**TASK PROMPT:** Work out how many lines of the entries have the word "linecap" in them. Respond with that number only.

+++ RAW DATA +++

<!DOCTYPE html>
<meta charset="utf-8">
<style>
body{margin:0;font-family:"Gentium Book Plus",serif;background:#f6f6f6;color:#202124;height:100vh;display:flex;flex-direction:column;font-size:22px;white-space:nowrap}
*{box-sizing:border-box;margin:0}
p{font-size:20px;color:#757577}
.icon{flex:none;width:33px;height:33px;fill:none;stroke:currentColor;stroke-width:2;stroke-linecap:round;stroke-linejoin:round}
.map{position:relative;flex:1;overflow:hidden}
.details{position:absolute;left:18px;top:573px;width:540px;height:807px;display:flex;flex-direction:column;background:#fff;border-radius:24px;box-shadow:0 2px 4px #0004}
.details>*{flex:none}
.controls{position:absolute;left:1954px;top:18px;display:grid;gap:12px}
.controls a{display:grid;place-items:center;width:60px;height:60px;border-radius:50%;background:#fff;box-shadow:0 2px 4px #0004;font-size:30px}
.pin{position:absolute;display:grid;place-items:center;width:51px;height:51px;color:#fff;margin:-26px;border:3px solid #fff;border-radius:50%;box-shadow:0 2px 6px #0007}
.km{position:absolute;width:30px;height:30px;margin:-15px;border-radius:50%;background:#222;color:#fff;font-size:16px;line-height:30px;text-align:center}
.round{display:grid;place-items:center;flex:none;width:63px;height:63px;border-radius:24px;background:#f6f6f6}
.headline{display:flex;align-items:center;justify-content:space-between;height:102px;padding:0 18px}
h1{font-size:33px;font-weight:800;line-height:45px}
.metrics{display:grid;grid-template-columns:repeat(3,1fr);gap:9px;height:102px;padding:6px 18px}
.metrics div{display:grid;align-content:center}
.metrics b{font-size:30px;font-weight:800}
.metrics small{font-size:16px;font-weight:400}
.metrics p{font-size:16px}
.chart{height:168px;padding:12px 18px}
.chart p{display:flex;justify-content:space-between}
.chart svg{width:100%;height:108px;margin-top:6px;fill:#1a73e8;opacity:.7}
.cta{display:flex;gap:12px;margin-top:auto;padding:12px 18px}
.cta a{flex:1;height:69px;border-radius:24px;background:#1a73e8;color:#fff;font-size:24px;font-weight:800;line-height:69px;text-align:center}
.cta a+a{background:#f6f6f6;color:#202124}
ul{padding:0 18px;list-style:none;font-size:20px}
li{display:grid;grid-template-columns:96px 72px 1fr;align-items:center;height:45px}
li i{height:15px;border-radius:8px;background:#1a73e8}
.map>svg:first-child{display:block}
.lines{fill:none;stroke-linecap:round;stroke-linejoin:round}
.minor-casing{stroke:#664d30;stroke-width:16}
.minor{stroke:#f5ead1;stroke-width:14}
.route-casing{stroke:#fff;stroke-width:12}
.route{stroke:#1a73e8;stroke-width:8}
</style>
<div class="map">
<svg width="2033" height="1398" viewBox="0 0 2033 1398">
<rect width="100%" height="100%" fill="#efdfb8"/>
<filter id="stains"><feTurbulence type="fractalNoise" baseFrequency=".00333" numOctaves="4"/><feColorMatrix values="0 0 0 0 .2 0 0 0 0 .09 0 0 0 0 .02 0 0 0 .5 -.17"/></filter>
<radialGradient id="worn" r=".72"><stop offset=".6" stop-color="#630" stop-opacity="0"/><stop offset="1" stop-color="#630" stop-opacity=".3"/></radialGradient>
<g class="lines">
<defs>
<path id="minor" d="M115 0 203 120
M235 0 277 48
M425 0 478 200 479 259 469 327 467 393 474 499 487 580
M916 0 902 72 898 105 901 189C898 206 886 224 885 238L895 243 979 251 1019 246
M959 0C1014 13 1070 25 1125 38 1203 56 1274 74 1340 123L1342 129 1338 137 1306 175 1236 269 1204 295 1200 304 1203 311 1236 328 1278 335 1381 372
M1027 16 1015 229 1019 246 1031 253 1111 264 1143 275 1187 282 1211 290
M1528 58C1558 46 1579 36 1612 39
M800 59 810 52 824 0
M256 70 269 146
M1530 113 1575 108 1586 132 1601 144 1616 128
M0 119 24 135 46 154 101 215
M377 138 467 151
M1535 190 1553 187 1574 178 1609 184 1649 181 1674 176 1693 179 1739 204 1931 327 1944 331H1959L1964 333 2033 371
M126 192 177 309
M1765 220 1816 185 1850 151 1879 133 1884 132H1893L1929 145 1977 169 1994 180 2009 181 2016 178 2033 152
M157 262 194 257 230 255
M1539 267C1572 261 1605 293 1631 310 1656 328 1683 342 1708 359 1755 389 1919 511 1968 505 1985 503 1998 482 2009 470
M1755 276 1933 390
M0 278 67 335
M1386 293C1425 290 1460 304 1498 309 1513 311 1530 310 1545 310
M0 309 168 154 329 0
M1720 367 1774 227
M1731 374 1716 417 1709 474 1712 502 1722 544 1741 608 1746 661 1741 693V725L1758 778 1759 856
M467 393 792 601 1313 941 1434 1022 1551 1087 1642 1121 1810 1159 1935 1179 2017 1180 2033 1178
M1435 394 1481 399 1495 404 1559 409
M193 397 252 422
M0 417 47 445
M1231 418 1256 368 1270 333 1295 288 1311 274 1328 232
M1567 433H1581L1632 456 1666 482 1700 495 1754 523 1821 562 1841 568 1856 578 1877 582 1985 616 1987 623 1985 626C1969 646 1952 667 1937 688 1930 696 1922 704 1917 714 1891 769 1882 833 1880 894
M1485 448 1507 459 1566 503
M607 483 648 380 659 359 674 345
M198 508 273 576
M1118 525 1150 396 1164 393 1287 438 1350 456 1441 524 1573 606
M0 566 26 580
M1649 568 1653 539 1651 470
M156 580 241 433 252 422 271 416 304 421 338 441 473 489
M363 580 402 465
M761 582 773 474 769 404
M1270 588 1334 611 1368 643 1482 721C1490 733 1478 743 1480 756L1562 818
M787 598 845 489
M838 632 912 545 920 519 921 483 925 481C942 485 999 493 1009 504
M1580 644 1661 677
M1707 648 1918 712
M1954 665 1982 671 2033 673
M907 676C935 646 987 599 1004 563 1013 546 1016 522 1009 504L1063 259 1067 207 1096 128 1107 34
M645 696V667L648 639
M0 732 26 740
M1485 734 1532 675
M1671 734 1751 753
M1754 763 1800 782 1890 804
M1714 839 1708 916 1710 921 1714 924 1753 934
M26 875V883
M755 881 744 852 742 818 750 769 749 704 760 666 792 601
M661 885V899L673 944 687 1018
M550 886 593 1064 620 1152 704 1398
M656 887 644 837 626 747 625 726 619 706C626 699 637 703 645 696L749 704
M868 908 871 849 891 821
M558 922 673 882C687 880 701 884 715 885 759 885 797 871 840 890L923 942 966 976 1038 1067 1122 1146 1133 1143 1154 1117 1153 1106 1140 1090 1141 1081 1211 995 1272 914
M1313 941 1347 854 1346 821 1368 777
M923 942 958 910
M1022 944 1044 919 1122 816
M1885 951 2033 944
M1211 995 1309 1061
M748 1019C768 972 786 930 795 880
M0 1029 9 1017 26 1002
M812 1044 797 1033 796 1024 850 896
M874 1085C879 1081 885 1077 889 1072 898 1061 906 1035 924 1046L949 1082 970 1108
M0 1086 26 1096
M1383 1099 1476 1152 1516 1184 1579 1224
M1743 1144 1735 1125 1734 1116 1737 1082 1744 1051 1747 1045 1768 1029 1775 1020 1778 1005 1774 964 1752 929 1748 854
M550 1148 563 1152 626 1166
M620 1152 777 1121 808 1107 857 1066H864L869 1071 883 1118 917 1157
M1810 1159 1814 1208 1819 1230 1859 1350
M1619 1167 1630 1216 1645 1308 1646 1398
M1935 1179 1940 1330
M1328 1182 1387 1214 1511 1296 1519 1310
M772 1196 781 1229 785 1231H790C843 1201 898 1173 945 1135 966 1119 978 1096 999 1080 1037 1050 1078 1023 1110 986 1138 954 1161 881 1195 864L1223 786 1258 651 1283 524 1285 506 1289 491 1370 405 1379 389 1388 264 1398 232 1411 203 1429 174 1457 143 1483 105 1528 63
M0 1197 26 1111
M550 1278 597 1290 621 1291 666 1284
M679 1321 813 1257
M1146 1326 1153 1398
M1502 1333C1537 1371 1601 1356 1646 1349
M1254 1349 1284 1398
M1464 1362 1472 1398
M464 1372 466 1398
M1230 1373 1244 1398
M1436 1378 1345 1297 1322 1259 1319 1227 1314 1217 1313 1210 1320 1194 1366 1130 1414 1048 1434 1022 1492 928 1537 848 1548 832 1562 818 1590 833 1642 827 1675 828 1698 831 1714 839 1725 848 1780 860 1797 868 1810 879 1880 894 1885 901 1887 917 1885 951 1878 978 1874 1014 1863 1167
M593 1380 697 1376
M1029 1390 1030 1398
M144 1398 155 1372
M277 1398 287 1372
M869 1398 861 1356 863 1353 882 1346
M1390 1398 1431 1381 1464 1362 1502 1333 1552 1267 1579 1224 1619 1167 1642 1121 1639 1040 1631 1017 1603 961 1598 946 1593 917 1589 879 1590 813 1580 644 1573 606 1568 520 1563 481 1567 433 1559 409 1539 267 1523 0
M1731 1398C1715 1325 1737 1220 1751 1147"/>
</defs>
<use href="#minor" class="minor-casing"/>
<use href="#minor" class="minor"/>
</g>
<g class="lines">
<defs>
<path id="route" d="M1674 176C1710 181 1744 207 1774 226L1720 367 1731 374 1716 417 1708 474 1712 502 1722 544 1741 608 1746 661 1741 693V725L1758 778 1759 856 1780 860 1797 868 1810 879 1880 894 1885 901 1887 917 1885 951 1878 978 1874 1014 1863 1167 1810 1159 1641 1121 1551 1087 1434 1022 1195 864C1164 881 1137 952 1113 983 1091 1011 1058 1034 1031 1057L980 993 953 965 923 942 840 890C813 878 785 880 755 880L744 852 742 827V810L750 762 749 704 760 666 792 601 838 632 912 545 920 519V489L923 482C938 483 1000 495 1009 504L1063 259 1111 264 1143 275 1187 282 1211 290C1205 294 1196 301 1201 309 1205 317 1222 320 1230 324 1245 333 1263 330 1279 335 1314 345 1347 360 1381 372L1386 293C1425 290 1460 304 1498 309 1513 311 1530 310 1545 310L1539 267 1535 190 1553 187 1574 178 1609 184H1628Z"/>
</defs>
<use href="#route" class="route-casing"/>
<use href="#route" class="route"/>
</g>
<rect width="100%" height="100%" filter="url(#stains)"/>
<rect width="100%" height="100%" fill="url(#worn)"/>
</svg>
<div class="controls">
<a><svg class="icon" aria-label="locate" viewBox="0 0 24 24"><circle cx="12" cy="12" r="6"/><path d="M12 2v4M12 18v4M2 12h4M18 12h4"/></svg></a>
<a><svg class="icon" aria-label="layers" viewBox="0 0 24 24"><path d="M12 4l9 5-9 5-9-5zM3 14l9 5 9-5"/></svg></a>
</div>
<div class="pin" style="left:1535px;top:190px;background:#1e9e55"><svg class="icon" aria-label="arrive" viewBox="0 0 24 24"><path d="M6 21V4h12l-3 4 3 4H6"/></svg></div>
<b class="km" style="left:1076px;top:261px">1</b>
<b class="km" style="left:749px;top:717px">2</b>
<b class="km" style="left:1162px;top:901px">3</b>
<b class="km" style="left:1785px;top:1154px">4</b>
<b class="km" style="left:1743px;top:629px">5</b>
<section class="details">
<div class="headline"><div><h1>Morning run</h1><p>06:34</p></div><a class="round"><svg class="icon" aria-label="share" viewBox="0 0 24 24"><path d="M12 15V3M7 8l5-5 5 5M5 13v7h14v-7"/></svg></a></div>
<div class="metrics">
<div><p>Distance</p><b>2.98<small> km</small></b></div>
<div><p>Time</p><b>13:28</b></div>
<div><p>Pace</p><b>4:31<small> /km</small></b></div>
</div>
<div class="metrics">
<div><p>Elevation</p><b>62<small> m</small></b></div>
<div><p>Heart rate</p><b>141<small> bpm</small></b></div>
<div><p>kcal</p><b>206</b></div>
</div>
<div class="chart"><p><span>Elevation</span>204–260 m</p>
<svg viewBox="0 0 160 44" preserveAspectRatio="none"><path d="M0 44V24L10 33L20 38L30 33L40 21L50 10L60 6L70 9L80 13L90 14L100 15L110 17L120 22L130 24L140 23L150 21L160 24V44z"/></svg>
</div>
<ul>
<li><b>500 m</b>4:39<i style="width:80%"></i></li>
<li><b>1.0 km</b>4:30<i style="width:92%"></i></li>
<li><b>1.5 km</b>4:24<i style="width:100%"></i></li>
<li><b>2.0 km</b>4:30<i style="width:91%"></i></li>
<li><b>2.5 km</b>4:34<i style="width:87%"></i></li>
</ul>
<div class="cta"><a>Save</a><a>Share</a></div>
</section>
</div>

+++

**EXPECTED ANSWER:** 2